5 Feet of Fury

Will New (No-)Mo’ Movie Bio Be Mo’ Better? Oh, the fun we shall have

New movie planned about the life of Mohammed.

(Really, what more do I need to tell you? We should all just set up “Mohammed movie” Google Alerts, then stick popcorn makers right by our computers for the next year or two.)

So how do you solve a problem like Mohammed, who can’t be depicted according to sharia?

Well, the Mo-Bio HAS been done before, with The Message (1976), and with oh-so-predictable results:

Because excising the Prophet from his own story would be impossible, Akkad was forced to make a film whose protagonist was, in effect, absent. A Muslim himself, Akkad knew what was at stake — no one had ever successfully attempted a play, much less a film about the Prophet. If he pulled it off, he’d be the cinematic voice of the Muslim world.

If not, they might literally kill him. (…)

Akkad’s solution was simple: Shoot around the protagonist .(…)

But the Arab world was already playing telephone with news of Akkad’s film, mangling facts with fiction and topping the finished rumor with a dash of cross-cultural bias. The rumor was that a Mohammed movie would be made, starring a big-name American celebrity. And since it involved the Americans, who were sure to add insult to sacrilege, then obviously Charlton Heston was in the title role of the Prophet. The final, distilled word-of-mouth amounted to, “Screw you and your huge religion, America is making a movie starring Moses as Mohammed.”

This didn’t sit well with the devout. Bomb threats were already being called in, so Akkad hired four Islamic clerics to oversee the production, trying to quash any unfounded rumors. Shooting began in Morocco, with a sprawling replica of ancient Mecca and the requisite cast of thousands. But soon enough, the clerics quit — though they retained writing credits, a perfect film industry paradox.

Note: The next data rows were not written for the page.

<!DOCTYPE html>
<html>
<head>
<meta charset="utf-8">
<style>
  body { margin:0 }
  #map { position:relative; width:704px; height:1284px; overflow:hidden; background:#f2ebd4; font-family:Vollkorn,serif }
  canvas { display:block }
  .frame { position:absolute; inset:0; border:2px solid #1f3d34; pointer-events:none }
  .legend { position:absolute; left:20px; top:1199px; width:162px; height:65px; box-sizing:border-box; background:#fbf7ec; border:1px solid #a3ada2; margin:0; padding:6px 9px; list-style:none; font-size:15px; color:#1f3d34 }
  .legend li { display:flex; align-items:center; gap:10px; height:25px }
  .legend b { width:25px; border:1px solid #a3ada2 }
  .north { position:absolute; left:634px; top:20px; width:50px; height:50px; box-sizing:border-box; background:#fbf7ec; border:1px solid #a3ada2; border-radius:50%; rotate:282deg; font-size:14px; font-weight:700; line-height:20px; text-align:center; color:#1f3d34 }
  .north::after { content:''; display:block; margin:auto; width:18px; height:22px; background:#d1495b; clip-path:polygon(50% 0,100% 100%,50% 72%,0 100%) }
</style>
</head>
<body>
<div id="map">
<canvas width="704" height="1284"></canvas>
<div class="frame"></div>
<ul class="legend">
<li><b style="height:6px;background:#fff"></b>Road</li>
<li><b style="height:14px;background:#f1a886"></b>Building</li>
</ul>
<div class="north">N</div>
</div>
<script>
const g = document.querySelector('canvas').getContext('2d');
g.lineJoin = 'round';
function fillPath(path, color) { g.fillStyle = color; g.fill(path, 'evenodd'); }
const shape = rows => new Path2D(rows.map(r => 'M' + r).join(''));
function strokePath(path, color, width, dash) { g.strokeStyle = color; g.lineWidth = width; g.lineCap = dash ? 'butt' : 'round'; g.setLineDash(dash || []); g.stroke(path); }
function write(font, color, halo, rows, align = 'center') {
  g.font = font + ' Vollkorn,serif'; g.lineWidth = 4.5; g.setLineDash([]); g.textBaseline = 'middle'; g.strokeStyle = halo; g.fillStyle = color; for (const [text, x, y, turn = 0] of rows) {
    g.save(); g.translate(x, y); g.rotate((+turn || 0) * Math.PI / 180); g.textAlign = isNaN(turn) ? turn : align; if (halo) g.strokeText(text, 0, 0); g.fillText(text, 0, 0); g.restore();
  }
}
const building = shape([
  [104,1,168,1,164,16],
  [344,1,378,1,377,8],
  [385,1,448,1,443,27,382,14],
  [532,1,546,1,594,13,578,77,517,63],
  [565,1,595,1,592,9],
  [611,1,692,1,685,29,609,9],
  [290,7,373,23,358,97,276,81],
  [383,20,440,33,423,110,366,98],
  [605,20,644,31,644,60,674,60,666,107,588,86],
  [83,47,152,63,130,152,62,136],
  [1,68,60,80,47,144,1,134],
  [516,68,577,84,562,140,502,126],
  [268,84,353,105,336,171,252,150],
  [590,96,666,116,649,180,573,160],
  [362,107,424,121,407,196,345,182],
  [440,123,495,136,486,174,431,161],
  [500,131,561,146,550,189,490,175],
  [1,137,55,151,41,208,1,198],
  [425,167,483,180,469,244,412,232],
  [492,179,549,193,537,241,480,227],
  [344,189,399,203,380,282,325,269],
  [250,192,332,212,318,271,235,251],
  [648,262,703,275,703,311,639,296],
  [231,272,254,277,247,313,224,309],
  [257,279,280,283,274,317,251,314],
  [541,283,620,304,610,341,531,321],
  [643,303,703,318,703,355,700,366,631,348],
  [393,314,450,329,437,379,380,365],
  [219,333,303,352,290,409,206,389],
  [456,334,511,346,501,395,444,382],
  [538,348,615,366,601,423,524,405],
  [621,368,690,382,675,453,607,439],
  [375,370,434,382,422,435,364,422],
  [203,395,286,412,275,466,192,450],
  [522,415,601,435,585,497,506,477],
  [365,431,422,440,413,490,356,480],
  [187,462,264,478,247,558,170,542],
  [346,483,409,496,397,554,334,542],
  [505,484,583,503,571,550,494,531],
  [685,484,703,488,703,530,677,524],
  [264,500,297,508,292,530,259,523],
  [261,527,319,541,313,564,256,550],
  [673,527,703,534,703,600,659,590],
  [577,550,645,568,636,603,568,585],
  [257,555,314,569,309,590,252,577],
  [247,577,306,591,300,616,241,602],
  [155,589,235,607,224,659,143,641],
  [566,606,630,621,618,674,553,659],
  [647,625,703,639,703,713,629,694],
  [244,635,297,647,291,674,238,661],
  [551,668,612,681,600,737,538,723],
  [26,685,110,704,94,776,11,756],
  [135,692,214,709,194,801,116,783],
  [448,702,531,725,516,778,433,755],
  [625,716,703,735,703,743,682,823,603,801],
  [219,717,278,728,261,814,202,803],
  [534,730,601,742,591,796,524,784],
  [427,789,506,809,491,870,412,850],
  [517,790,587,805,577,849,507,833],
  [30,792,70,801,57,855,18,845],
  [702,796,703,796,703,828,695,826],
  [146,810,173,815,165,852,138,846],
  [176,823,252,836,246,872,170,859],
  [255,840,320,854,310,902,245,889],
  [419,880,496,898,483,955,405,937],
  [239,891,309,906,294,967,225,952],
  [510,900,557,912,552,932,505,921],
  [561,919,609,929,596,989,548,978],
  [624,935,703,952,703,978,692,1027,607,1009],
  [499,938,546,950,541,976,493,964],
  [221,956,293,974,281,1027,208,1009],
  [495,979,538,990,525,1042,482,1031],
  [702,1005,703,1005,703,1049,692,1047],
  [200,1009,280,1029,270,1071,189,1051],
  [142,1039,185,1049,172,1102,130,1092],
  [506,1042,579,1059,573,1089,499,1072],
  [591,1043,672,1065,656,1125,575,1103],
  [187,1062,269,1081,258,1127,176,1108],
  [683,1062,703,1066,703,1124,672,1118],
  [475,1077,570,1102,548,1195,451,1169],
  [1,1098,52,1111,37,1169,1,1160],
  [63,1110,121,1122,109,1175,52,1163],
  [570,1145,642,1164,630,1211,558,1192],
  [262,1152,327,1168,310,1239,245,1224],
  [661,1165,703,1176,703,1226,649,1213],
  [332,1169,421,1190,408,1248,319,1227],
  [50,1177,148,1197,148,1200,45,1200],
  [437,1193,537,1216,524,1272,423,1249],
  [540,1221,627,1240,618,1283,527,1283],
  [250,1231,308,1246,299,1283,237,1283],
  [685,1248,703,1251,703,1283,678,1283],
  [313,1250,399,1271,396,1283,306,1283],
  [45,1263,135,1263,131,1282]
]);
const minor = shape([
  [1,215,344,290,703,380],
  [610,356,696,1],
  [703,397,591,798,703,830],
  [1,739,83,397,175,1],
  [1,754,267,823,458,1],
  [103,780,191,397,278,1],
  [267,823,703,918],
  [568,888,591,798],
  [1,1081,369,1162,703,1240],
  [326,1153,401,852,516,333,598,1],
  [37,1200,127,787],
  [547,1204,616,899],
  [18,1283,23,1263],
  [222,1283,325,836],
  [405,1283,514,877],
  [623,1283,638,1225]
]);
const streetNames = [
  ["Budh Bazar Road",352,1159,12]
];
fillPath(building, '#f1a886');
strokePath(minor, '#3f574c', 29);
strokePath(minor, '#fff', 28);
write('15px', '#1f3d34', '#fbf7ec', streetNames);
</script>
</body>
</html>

Then King Faisal of Saudi Arabia managed to convince Morocco’s King Hassan that the false Mecca built for the movie was *too* good and might draw pilgrims away from the real holy city. Akkad was promptly kicked off his own set, and out of Morocco. 

Now remember: they invented chess, you know…

But wait, there’s more:

on March 9, 1977, a group of black Muslims attacked three buildings in downtown Washington D.C. and took 149 people hostage. They had plenty of demands, but the only coherent one was to prevent the upcoming release of “The Message.”

Thirty-nine hours later, the siege was over — a reporter was dead and dozens of hostages had been stabbed, beaten or shot.

Now THAT would be a good movie.

And actually, it IS possible to make a fine film about someone you can’t really show, or who (allegedly) won’t/can’t cooperate. When done well, it’s all very “necessity is the mother of invention,” very po-mo, very “Frank Sinatra Has a Cold”.

But we aren’t dealing with the emperors of “po mo” when we talking about probably irony-challenged Muslim filmmakers.

More like “No Mo.”

The Message worked around the No Mo stricture by using POV shots. Alas, ever since Halloween, POV shots = “what the serial killer is looking at” in movie-speak.

Oh, wait…

“The Message” bombed, and Akkad went on to direct one more flop, “Lion of the Desert,” funded in large part by Qaddafi, before making a considerable fortune as the executive producer of all eight

Have you already guessed??

“Halloween” films.

And then he died — in a Muslim suicide bombing!

Like I said: we’re in for loads of fun.